# About this exercise
Return, from the data that follows, each line that holds the word "display".

═══ Provided records ═══

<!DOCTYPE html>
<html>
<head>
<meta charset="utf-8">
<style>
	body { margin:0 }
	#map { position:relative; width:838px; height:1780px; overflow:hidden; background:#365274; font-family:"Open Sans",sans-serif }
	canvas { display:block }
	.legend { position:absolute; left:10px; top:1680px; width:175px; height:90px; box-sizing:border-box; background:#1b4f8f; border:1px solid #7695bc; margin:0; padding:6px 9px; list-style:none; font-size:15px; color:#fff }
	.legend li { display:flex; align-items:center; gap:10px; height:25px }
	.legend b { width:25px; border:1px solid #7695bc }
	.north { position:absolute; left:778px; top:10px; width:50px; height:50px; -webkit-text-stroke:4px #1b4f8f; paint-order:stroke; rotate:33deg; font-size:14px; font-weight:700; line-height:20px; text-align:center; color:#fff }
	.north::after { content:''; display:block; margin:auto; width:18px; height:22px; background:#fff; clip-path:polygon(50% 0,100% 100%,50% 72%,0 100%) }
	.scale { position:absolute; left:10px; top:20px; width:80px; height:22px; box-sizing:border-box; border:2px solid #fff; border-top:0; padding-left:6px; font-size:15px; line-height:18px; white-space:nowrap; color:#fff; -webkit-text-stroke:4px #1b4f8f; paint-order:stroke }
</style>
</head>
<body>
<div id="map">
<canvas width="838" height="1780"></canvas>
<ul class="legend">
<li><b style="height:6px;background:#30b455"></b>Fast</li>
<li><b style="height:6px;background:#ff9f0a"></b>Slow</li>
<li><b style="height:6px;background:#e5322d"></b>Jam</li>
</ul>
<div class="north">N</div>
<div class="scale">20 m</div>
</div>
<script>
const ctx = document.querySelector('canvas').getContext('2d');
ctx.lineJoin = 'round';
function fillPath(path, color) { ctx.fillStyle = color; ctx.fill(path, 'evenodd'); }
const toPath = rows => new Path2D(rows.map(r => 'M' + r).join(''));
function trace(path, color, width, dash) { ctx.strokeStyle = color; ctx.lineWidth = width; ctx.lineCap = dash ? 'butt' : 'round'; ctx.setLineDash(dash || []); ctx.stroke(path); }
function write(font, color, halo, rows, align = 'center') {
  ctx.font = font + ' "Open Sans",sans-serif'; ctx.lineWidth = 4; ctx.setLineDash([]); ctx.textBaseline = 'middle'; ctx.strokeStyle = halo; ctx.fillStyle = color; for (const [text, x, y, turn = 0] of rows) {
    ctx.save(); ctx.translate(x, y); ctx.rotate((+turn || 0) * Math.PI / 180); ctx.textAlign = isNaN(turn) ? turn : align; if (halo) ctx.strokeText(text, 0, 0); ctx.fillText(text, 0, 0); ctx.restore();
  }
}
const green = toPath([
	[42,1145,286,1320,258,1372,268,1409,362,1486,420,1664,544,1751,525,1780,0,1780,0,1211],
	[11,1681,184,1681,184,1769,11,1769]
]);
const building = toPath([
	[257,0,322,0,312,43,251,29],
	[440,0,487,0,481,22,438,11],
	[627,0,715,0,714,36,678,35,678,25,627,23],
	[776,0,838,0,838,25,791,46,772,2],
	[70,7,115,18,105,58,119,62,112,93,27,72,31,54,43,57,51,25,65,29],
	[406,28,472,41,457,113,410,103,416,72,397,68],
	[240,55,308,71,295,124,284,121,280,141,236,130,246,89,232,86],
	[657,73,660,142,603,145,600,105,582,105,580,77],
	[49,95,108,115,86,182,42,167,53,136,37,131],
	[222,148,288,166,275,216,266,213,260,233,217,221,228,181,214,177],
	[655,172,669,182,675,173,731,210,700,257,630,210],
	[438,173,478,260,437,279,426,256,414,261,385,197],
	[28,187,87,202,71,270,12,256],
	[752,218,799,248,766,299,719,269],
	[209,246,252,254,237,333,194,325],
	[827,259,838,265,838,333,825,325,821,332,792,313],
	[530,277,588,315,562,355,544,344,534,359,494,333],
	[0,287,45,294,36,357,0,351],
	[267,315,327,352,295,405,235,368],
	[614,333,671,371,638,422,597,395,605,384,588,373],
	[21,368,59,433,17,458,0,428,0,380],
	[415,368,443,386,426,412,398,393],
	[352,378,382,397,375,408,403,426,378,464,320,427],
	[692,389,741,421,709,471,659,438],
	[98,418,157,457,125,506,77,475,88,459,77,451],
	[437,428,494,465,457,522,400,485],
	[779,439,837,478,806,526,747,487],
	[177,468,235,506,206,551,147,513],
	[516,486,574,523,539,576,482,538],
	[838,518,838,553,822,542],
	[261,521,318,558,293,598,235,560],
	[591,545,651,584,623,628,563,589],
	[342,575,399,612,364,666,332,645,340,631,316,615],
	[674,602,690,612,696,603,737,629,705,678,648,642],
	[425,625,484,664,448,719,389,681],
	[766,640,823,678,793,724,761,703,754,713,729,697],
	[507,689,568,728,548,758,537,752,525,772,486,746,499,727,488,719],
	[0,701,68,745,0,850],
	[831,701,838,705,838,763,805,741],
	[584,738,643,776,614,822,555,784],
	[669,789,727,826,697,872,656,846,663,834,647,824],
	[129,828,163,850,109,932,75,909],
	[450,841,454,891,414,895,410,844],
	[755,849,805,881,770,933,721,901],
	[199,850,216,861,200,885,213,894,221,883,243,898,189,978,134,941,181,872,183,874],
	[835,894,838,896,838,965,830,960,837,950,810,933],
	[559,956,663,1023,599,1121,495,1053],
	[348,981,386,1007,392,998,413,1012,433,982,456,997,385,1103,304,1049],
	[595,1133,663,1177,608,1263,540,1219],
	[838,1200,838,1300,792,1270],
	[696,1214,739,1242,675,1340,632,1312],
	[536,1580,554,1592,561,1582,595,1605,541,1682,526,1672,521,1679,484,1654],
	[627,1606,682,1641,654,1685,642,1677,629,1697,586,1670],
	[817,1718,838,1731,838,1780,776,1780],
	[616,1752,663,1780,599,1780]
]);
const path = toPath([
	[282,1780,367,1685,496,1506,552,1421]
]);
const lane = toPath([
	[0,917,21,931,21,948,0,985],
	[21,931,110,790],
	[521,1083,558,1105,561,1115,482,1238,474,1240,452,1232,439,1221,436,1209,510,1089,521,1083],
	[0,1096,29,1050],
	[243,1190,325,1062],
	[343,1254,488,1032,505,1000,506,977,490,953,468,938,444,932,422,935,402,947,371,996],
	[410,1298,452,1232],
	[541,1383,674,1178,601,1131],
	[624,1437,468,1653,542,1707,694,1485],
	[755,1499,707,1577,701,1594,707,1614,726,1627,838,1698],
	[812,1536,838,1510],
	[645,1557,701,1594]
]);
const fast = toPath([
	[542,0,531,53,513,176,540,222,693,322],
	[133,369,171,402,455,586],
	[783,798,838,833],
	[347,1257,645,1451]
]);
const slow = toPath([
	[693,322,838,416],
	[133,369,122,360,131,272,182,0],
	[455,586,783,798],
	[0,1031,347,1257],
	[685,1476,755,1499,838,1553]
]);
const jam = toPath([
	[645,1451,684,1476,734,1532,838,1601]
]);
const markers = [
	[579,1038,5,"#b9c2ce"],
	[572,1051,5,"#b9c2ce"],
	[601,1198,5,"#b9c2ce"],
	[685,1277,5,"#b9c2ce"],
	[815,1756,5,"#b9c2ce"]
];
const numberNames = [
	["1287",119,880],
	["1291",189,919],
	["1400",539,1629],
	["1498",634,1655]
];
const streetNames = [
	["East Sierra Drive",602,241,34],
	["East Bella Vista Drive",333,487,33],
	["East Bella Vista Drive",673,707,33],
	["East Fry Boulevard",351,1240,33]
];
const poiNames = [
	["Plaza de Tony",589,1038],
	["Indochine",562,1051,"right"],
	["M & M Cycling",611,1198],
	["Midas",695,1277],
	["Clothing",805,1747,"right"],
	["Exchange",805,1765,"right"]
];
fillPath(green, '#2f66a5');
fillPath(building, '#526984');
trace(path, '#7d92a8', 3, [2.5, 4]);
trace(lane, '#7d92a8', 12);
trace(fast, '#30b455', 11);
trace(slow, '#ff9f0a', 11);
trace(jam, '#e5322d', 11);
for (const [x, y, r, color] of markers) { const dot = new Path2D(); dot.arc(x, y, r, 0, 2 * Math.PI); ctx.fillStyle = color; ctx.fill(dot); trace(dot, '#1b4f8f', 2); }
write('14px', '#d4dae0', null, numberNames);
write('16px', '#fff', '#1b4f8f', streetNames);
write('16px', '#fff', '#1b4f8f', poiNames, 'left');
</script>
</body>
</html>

═══

# Exercise response
	canvas { display:block }
	.legend li { display:flex; align-items:center; gap:10px; height:25px }
	.north::after { content:''; display:block; margin:auto; width:18px; height:22px; background:#fff; clip-path:polygon(50% 0,100% 100%,50% 72%,0 100%) }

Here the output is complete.